Man kann das Phänomen vordergründig erklären: die Stars aus dem Reich der Mitte präsentieren Chopin, Liszt und Skrjabin aus einem einfachen Grund: Sie’s können. Aus dem riesigen Pool an unglaublich hart arbeitenden und unglaublich leistungswilligen jungen Musikern Chinas resultiert natürlicherweise eine schmale Elite aus Spitzenkönnern, denen technische Probleme nicht einmal ansatzweise Probleme zu schaffen scheinen. Mit Fuo Tsong hat das Land überdies einen legendären Lehrmeister, der bereits 1955 beim Chopin-Wettbewerb in Warschau ausgezeichnet worden ist. Eine Neuentdeckung ist das romantische Repertoire für die Chinesen sicherlich nicht.
Man kann den aktuellen Hang zur romantischen Hypervirtuosität aber auch mit einem Wandel des kulturellen Selbstverständnisses verstehen. Das, was diese Musik verkörpert, scheint ungleich mehr als die Werke Bachs oder Mozarts republikanische Individualität und Emotionalität zu verkörpern, und damit so etwas wie die Gegenthese zu chinesischem Harmoniestreben und Kollektivgeist. In der Musik übernimmt die romantisch-virtuose Klaviermusik somit möglicherweise die Funktion, die in der chinesischen Wirtschaft eine krude Form von frühindustriellem Radikalkapitalismus faktisch bereits eingenommen hat.
Interessant ist, was Yuja Wang selber zu ihrem künstlerischen Werdegang erzählt. Sie habe, erklärt sie im Booklet, in China einfach genau das tun müssen, was ihr ihre Lehrer vorgeschrieben hätten. Als sie das Land mit 14 Jahren verlassen habe, um in den USA und Kanada weiterzustudieren, sei sie gezwungen gewesen, sich darauf einstellen, dass ihr keiner mehr gesagt habe, was sie tun solle.

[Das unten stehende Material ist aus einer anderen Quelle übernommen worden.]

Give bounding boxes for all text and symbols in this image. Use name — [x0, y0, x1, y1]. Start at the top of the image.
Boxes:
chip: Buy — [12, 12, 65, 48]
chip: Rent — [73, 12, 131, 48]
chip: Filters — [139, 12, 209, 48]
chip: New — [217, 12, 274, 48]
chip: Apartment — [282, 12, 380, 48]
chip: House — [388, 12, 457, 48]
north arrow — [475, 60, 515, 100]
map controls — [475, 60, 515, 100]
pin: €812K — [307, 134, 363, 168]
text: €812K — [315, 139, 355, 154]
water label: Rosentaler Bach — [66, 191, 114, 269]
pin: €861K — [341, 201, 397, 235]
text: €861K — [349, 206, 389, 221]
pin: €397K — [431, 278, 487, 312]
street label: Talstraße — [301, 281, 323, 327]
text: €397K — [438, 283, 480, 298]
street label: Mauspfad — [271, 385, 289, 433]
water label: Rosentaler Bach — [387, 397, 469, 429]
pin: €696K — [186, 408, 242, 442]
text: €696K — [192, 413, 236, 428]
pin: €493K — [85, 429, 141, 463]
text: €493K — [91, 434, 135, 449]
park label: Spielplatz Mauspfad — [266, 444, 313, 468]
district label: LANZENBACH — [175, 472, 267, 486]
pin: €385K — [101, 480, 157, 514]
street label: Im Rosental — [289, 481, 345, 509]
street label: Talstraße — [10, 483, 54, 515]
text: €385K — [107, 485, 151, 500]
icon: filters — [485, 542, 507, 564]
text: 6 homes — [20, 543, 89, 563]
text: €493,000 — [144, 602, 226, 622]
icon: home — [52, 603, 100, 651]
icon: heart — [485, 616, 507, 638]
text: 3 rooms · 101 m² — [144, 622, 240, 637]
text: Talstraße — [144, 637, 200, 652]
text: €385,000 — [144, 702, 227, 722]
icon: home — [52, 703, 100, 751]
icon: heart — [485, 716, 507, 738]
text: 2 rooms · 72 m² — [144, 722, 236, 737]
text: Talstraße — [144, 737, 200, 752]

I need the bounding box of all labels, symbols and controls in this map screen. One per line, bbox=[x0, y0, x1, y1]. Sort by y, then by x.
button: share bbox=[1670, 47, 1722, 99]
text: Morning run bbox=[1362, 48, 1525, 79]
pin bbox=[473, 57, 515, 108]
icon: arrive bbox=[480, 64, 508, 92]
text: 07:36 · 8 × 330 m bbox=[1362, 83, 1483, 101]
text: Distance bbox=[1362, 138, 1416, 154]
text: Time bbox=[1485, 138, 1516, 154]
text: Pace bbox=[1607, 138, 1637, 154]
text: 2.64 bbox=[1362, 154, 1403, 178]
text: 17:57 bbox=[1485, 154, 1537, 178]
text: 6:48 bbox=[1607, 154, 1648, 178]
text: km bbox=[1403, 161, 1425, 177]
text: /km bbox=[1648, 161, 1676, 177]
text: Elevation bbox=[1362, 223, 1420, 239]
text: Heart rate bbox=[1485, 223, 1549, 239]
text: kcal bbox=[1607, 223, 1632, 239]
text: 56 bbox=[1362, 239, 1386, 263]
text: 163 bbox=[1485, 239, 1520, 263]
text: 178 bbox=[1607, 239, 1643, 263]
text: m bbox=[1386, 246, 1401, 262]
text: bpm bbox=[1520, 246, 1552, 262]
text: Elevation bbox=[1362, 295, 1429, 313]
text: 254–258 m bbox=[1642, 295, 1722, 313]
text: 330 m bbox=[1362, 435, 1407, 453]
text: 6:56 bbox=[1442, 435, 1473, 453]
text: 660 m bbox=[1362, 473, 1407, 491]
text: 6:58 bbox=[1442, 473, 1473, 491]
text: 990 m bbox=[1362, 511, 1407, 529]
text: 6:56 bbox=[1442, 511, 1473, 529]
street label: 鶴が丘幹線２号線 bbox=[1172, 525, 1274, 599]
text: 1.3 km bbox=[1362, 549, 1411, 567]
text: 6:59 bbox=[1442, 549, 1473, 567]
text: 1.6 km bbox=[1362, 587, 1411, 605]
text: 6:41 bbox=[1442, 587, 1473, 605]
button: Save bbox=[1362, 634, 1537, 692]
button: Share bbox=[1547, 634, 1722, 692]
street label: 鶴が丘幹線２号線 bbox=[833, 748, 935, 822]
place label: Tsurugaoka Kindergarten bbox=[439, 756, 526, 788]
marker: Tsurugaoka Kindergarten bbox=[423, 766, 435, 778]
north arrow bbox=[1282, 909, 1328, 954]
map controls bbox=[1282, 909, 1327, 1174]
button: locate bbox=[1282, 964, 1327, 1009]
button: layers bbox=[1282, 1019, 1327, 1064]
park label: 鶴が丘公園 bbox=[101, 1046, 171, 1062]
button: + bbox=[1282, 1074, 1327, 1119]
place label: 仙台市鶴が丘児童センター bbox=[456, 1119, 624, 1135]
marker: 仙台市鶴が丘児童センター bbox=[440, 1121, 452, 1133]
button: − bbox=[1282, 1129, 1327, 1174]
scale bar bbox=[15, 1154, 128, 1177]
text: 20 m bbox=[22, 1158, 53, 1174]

Sie spricht damit diesen Wandel von Kollektiv-Werten zur Suche eines individuellen ästhetischen Weges an, der auch die Beschäftigung mit den romantischen Pianisten/Komponisten zu motivieren scheint. Dennoch bleibt Wang als künstlerische Persönlichkeit (noch) recht schwer fassbar. In einem Videointerview etwa, das als Promotionsmaterial vertrieben wird, erfährt man von ihr nichts, was über Gemeinplätze, wie Musik diene der Kommunikation, hinausgehen würde.
Ein wenig erscheint sie gegenüber den pianistischen Monumenten wie die artige Alice, die sich ins Wunderland der existentiellen Absurditäten und Skurrilitäten, in die Welt von Goethes «Faust», die sie als Leitfaden des Programmes der CD beschwört, verirrt hat, ohne wirklich zu realisieren, worauf sie sich da wirklich eingelassen, und was das alles mit ihr zu tun hat.
Ihr stärksten Momente scheint sie denn auch dort zu haben, wo sich Klarheit und Präzision mit klanglichem Schalk verbinden kann, in den Ligeti-Etüden und dem letzten Satz der Chopin-Sonate etwa. Aber auch wer sich ihre spiel- und gestaltungstechnisch souveräne Interpretation von Liszts h-Moll-Sonate anhört, wird ihren künftigen künstlerischen Werdegang mit zugeneigter Neugier verfolgen. (wb)
Yuja Wang: Sonatas & Etudes, Werke von Chopin (Sonate Nr. 2 b-Moll), Skrjabin (Sonate Nr. 2 gis-Moll), Liszt (Sonate in h-Moll) und Ligeti (Etüden 4 und 10). Deutsche Grammophon 477 8140.